# Your goal
Up to and including the line with "context.lineJoin = 'round';", restate every line of the records below word for word, from the first line on, leaving out the pictures.

Stored data entries
========

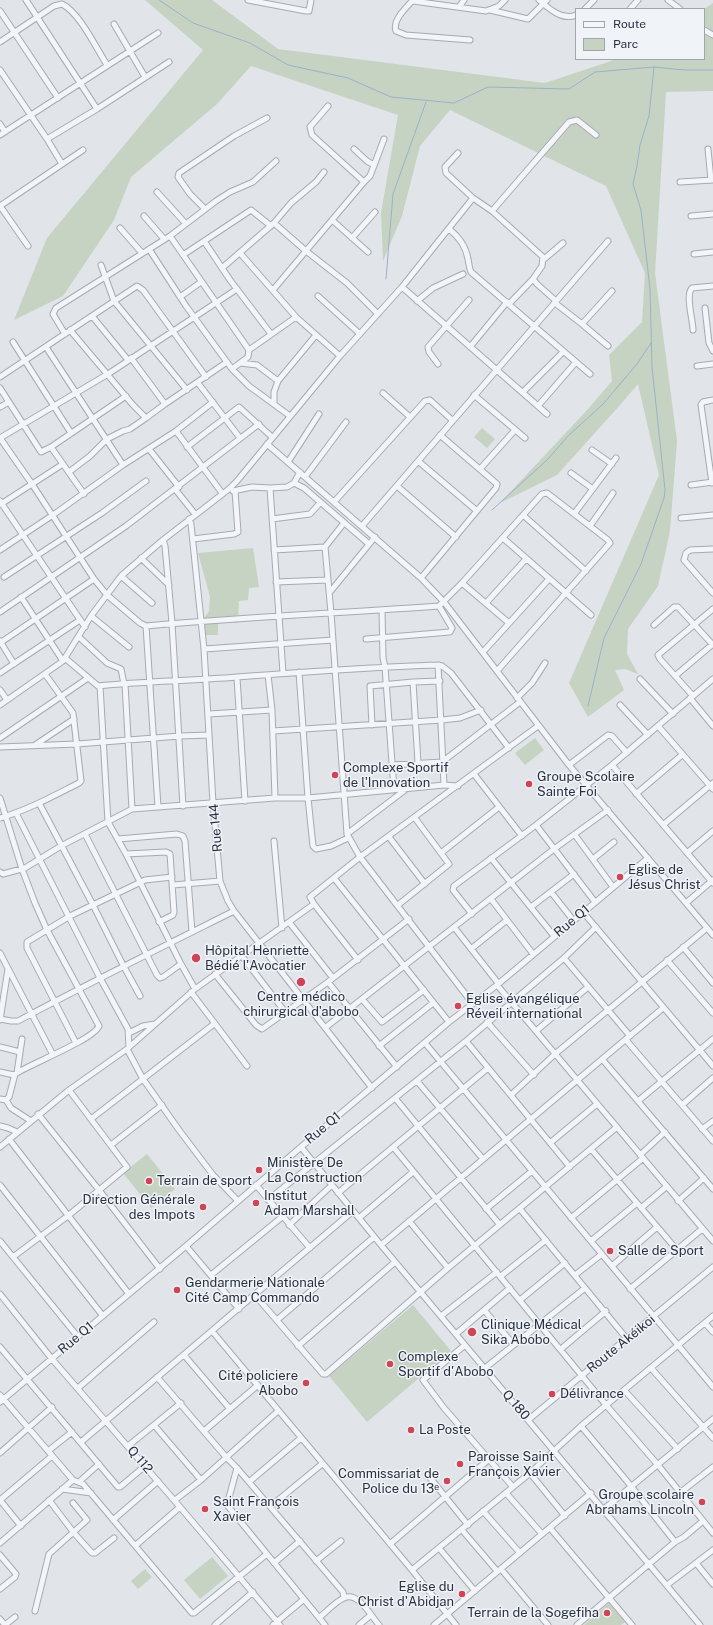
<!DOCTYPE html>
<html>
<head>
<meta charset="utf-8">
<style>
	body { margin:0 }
	#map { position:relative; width:713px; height:1625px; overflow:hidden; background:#e1e4e9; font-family:"Public Sans",sans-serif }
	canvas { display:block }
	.legend { position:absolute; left:575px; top:8px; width:130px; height:52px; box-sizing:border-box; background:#f0f3f7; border:1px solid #a0a5ae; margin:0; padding:5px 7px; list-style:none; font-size:12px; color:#293141 }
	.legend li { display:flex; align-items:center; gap:8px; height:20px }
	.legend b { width:20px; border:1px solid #a0a5ae }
</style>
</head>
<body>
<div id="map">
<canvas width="713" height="1625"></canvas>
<ul class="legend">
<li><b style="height:5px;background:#f3f5f8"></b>Route</li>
<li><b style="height:11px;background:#c6d3c2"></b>Parc</li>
</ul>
</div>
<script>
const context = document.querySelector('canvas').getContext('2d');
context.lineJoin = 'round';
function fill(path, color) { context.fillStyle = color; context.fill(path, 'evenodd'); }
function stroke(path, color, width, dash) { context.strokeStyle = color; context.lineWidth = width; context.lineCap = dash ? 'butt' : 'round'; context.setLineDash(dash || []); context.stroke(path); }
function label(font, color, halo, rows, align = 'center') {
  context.font = font + ' "Public Sans",sans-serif'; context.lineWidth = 3; context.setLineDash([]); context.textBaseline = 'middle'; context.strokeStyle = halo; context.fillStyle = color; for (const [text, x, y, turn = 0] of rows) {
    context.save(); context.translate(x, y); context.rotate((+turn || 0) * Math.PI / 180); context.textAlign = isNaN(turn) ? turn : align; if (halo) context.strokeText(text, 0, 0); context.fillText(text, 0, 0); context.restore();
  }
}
const green = new Path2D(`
	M145 0H212L278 49 545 83 617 59H704V9L713 3V91L666 92 655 273 677 441 670 531 658 586 628 629 627 654 638 674 625 669 615 670 624 690 588 717 569 683 659 475 638 384 620 405 557 475 500 503 588 409 612 381 609 355 642 322 645 273 606 186 450 110 420 146 402 216 383 261 381 213 398 115 251 66 217 104 131 177 114 220 63 296 14 320 47 238 203 50Z
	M482 428 495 439 487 448 474 437Z
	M253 548 259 587 249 588 248 600 239 601 238 623 218 622V635H203L200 624 209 611 210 597 198 553Z
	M535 738 544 750 525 765 515 753Z
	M147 1154 175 1189 151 1208 123 1173Z
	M413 1305 451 1351 367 1422 329 1376Z
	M212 1557 228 1576 200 1599 184 1580Z
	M145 1569 152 1577 138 1589 131 1581Z
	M609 1603 625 1622 621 1625H584Z`);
const stream = new Path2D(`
	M159 0 193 23 250 43 288 65 348 78 391 97 454 103 488 87 569 89 595 72 654 67 684 70H713
	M386 279 393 194 426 102
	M492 510 548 459 568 436 603 404 637 364 651 343
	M588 706 604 638 641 564 664 498 665 490 652 367 650 289 641 210 633 184 637 166 640 145 649 116 654 67`);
const minor = new Path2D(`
	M26 0 97 109
	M248 0 306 11H309L311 0
	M413 0C407 7 392 20 396 31L406 35 470 40
	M539 0C549 9 563 21 576 15
	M668 0 680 9
	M413 1 486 11 499 6 505 0
	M459 7 464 0
	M585 9 594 0
	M630 9 638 0
	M490 10 528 19 547 0
	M0 11 58 98
	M114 24 145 77
	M704 30 713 35
	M0 42 54 6 62 4C80 13 96 48 107 65
	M0 70 47 139 97 109 169 62
	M0 124 5 132
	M0 135 158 33
	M47 139 62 164
	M354 149 367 161 374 165
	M708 149 711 180
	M458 153 445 167 446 173 473 198 492 211 569 122 577 120 596 135
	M364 182 370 176 384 139
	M680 182 713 180
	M157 192 186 224
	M0 206 83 150
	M0 206 28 246
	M205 209 190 194 178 177 179 173 234 136 267 118
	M492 211 543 257 542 266 533 279 537 284 556 301
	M144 216 164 239
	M691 216 713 214
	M332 220 368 252
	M274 223 306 251 347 283 378 314
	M120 228 142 253
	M449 229C458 236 466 247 468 259 469 264 469 268 471 272L590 374
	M170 236 249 350 248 357 232 369
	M352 238 375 212
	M204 241 230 280 271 334
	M149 249 186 306 232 369 249 386 290 416
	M240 253 296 317 340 356
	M694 254 713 252
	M183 255 251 210 271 226
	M543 260 563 243
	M101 265 114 301 187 390
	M222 268 274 223 291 203 316 182 324 172
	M402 287 547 414
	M273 290 364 182 312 135 310 127 328 106
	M318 296 360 334
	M180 297 201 282
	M417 301 433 288 463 274
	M555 303 582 324 612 291
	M509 304 533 279
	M705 308 709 343 713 351
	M92 316 128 360
	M582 324 608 346
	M70 330 133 405 146 418
	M693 330C693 320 685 295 692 288L713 286
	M65 334 53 314 56 308 170 236 216 201 230 192 253 182 276 161
	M13 342 71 433
	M46 347 123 465
	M470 347 507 302
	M249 350 296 317
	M131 358 165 404
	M240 363 257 365 278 381
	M438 364 429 352 428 347 469 300
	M697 366 713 364
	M0 377 137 286 143 290 206 377
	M198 383 240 438
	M0 388 41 452 51 447 126 396
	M523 392 563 352
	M383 393 410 417
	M474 395 525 438
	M274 404V392L278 381 316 335
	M538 406 576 362
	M0 407 9 402
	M176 431 222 493
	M0 438 32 484 94 579 107 595 140 623 146 626C243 617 341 613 439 606L462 583 542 494 547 493 608 540 610 543 497 671
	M0 438 108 374 237 289
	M267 444 421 578 444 602 569 765 713 935
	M51 447 84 494
	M187 447 239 407 272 437
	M149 449 179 487
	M592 450 612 464
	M418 461 477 511
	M288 462 319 414
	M480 469 515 430
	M69 472 90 456 107 439 123 431 130 429 146 418 165 404 227 362
	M571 473 593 489
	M305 477 346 422
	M294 483 304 488 369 544
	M712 483 701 405 703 402 713 400
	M691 485 713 482
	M397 486 456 537
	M270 488 283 673
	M175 489 195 514
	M233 491 252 487 270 488 287 487 294 483 300 472
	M0 501 85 627
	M334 502 425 401 430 400 452 420
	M1 504 63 464
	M574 514 616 458
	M523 515 586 571
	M681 518 713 515
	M189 519 191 524 204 649 213 803 220 881 228 901 234 911 372 1088
	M272 519 310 514 320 503
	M344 523 325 547 331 613 347 834 360 857 473 1004
	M362 526 608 241
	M590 526 613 493
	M503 538 591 615
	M193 539 234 534 238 532 235 491
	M163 540 165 546 172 623 183 806
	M713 549 690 550 686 553 684 560 713 593
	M0 550 53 515 123 465 176 431 213 402
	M274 550 325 547
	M141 558 169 585
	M121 576 152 603
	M4 577 102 513 146 481
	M421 578 496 488 497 484 440 435
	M276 582 328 580
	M462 583 509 623
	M330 592 375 537
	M21 597 63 661
	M486 603 526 559
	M382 610 383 658 385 667 394 790
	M0 612 126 526 259 424
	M91 616 129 647
	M654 625 674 607H678L713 645
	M146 626 158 807
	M79 637 107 663 121 669 124 684
	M366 639 450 632 452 628 439 606
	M0 641 14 664
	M0 643 94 579
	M204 649 333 640
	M483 652 549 579
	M65 658 98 686C144 681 191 681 237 677 304 672 371 667 438 665L442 666 451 673 509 748
	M438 665 444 785
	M299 672 308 798 313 846 316 849 331 846 348 838
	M0 673 80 620
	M268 675 272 710 275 798
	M675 676 713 644
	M237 678 245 801
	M640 679 673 714
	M125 684 132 809
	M100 686 108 822 126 854 181 964 195 989
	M0 690 7 700
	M693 696 660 659 658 655 713 609
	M517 698 532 683 545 663
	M690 698 713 726
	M0 705 63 661 91 616 121 576 163 540 229 489 237 481 340 356 402 287 473 198
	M620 705 648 735
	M209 714 272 710
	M372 725 370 686 413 682
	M658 726 713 789
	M273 731 442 720 460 718 481 710
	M0 738 88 678
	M35 745 74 719
	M0 747 77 744 180 736 209 735
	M418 763 413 682 440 681
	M392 765 442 762 520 702
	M569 765 608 735 612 736 627 753
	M612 765 713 883
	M474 774 522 836
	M636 794 682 755
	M0 798 22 869 35 903 47 930 99 1026C93 1040 30 1064 15 1074L9 1097 6 1100 0 1099
	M39 803 93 905 123 965 140 996
	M16 813 100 978 128 1029 129 1047
	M0 818C28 810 53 796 79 783L81 781 73 713 45 674
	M536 825 595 902
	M663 825 713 783
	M85 834 157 975 160 978 163 977 181 964
	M347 834 405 790
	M575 835 613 887
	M389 837 425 884
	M118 839 177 834 183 836 185 841 192 932
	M274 841 282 928
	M441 853 499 807
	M687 853 713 831
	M126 854 166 852 170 854 174 912 173 915 159 922
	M491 858 554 936
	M593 859 614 842
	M0 872 3 874 25 868 61 846 132 809 275 798H308L444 785 458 786
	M334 878 449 1022
	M173 885 220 881
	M551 892 573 920
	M491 899 533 954
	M686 903 713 880
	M398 905 449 864 415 818
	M531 907 574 874
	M583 912 713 1066
	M472 914 453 890 454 886 536 825 612 765 713 679
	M289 922 333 978
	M454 927 498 983
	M683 947 713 983
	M471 949 507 920
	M0 953 53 1055
	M241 955 286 1013
	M564 958 630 1036
	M358 960 314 904 310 897 360 857 538 726
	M667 960 713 1013
	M215 974 256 1025 262 1029 328 982 409 919
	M328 982 397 1067
	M497 985 713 1241
	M191 992 247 1066
	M362 999 382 1022 424 990
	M0 1019 11 1021H18C89 983 162 947 234 911
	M0 1020 8 969
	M487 1022 534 1075
	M326 1027 554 849 608 810
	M536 1031 588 987
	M129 1033 143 1026 155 1024
	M626 1040 713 1141
	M466 1041 570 1167
	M76 1043 27 948V942L70 916 145 880 172 877
	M425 1043 713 1387
	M379 1046 433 1003
	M0 1047 20 1052
	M127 1049 143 1079 179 1130 213 1175 238 1201
	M602 1059 713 1189
	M0 1072 14 1075
	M17 1073 22 1039
	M417 1081 483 1159
	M511 1095 555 1054 707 928
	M395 1098 500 1225
	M6 1100 11 1108 31 1121
	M638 1101 713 1039
	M682 1105 713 1078
	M38 1114 99 1190 160 1269
	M91 1119 214 1024
	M0 1126 8 1128 17 1132
	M702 1129 713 1121
	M9 1139 129 1294
	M550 1143 597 1104
	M111 1145 162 1105
	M0 1147 69 1090 127 1049 195 989 314 904
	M301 1147 381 1245 700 1625
	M394 1148 606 1405 658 1465 713 1533
	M591 1149 677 1250
	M640 1155 665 1132
	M0 1185 103 1316
	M256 1185 310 1248
	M338 1193 488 1068
	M268 1200 466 1041 564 958 596 927
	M678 1201 704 1178
	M641 1208 666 1187
	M486 1209 532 1171
	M520 1209 627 1339
	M359 1218 413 1172
	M571 1218 642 1159
	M409 1221 448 1268
	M289 1225 332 1185
	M0 1241 78 1337
	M591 1241 637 1203
	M381 1245 663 1008
	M186 1246 239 1309
	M13 1257 69 1215 127 1167 69 1090
	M612 1266 657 1227
	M211 1275 282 1217
	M575 1275 602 1254
	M501 1276 546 1240
	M630 1289 702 1229
	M0 1294 52 1359 180 1507 280 1625
	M255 1295 323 1374H326L448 1268 617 1127
	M520 1300 565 1263
	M484 1310 514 1345
	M441 1316 497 1272
	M277 1320 374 1237
	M705 1323 713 1332
	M212 1331 412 1570 456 1625
	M456 1334 510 1288
	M465 1345 423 1380 444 1408 513 1487
	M298 1346 395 1262
	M0 1347 118 1487H120L145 1466
	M561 1349 606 1311
	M184 1355 230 1409
	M485 1368 585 1288
	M651 1368 713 1438
	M157 1377 226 1457 237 1468 343 1592 344 1598
	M78 1388 154 1322
	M624 1390 678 1449
	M0 1395 73 1480 83 1484 192 1613H194L267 1554
	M0 1402 186 1246 301 1147 449 1022 497 985 648 858
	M528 1420 713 1267
	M154 1425 201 1480
	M581 1426 631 1486 675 1542
	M204 1431 258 1385
	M81 1442 353 1211
	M128 1446 181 1403
	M48 1451 72 1432
	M0 1453 52 1407
	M237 1468 227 1505 325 1625
	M530 1473 565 1516
	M427 1474 468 1525
	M80 1481 99 1464
	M249 1482 301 1438
	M62 1489 91 1493
	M681 1492 713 1467
	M506 1493 542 1534
	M0 1500 52 1456
	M0 1500 21 1526
	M49 1500 74 1533 92 1553H95L114 1538
	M175 1500 201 1480 278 1411
	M271 1506 322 1464
	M604 1509 713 1419
	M483 1511 520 1553
	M113 1520 158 1481
	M550 1528 632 1625
	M462 1530 497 1571
	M0 1543 73 1480
	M390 1544 488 1460
	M136 1545 180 1507
	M439 1548 475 1591
	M0 1555 16 1574 15 1577 0 1589
	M316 1561 341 1541
	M274 1563 300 1541
	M696 1563 713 1584
	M501 1569 548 1625
	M412 1570 530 1473 581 1426 713 1316
	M667 1585 713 1550
	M35 1611 49 1554 87 1520 73 1503
	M319 1618C325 1613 336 1601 344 1598 358 1591 371 1616 379 1625
	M0 1619 5 1625 15 1617
	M215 1625 253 1592
	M273 1625 303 1600
	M359 1625 371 1615
	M434 1625 591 1493
	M577 1625 675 1542 684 1537 703 1521`);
const markers = [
	[335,775,4,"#cf4557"],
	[529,784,4,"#cf4557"],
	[620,877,4,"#cf4557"],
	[196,958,5,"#cf4557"],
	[301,982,5,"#cf4557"],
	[458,1006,4,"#cf4557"],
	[259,1170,4,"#cf4557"],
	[149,1181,4,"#cf4557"],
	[256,1203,4,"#cf4557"],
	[203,1207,4,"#cf4557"],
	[610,1251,4,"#cf4557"],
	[177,1290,4,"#cf4557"],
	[472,1332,5,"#cf4557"],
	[390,1364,4,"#cf4557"],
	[306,1383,4,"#cf4557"],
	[552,1394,4,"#cf4557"],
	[411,1430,4,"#cf4557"],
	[460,1464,4,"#cf4557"],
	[447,1481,4,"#cf4557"],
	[702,1502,4,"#cf4557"],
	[205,1509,4,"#cf4557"],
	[462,1594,4,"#cf4557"],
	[607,1613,4,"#cf4557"]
];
const poiNames = [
	["Complexe Sportif",343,768],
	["de l'Innovation",343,783],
	["Groupe Scolaire",537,777],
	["Sainte Foi",537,792],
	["Eglise de",628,870],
	["Jésus Christ",628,885],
	["Hôpital Henriette",205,951],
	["Bédié l'Avocatier",205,966],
	["Centre médico",301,997,"center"],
	["chirurgical d'abobo",301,1012,"center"],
	["Eglise évangélique",466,999],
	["Réveil international",466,1014],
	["Ministère De",267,1163],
	["La Construction",267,1178],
	["Terrain de sport",157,1181],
	["Institut",264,1196],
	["Adam Marshall",264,1211],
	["Direction Générale",195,1200,"right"],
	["des Impots",195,1215,"right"],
	["Salle de Sport",618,1251],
	["Gendarmerie Nationale",185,1283],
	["Cité Camp Commando",185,1298],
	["Clinique Médical",481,1325],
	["Sika Abobo",481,1340],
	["Complexe",398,1357],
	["Sportif d'Abobo",398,1372],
	["Cité policiere",298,1376,"right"],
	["Abobo",298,1391,"right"],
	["Délivrance",560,1394],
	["La Poste",419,1430],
	["Paroisse Saint",468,1457],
	["François Xavier",468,1472],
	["Commissariat de",439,1474,"right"],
	["Police du 13ᵉ",439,1489,"right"],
	["Groupe scolaire",694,1495,"right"],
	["Abrahams Lincoln",694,1510,"right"],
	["Saint François",213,1502],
	["Xavier",213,1517],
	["Eglise du",454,1587,"right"],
	["Christ d'Abidjan",454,1602,"right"],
	["Terrain de la Sogefiha",599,1613,"right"]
];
const streetNames = [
	["Rue 144",216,828,-95],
	["Rue Q1",572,921,-40],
	["Rue Q1",323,1128,-40],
	["Rue Q1",76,1338,-40],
	["Route Akéikoi",621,1344,-39],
	["Q 180",516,1405,50],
	["Q 112",140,1460,49]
];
fill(green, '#c6d3c2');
stroke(stream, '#9bb1ca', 1);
stroke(minor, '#a6abb3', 7);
stroke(minor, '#f3f5f8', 5);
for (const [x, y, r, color] of markers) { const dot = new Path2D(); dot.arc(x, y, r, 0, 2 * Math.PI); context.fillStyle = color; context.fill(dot); stroke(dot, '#f0f3f7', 1.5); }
label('13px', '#293141', '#f0f3f7', poiNames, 'left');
label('13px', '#293141', '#f0f3f7', streetNames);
</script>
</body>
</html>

========

# Answer to this exercise
<!DOCTYPE html>
<html>
<head>
<meta charset="utf-8">
<style>
	body { margin:0 }
	#map { position:relative; width:713px; height:1625px; overflow:hidden; background:#e1e4e9; font-family:"Public Sans",sans-serif }
	canvas { display:block }
	.legend { position:absolute; left:575px; top:8px; width:130px; height:52px; box-sizing:border-box; background:#f0f3f7; border:1px solid #a0a5ae; margin:0; padding:5px 7px; list-style:none; font-size:12px; color:#293141 }
	.legend li { display:flex; align-items:center; gap:8px; height:20px }
	.legend b { width:20px; border:1px solid #a0a5ae }
</style>
</head>
<body>
<div id="map">
<canvas width="713" height="1625"></canvas>
<ul class="legend">
<li><b style="height:5px;background:#f3f5f8"></b>Route</li>
<li><b style="height:11px;background:#c6d3c2"></b>Parc</li>
</ul>
</div>
<script>
const context = document.querySelector('canvas').getContext('2d');
context.lineJoin = 'round';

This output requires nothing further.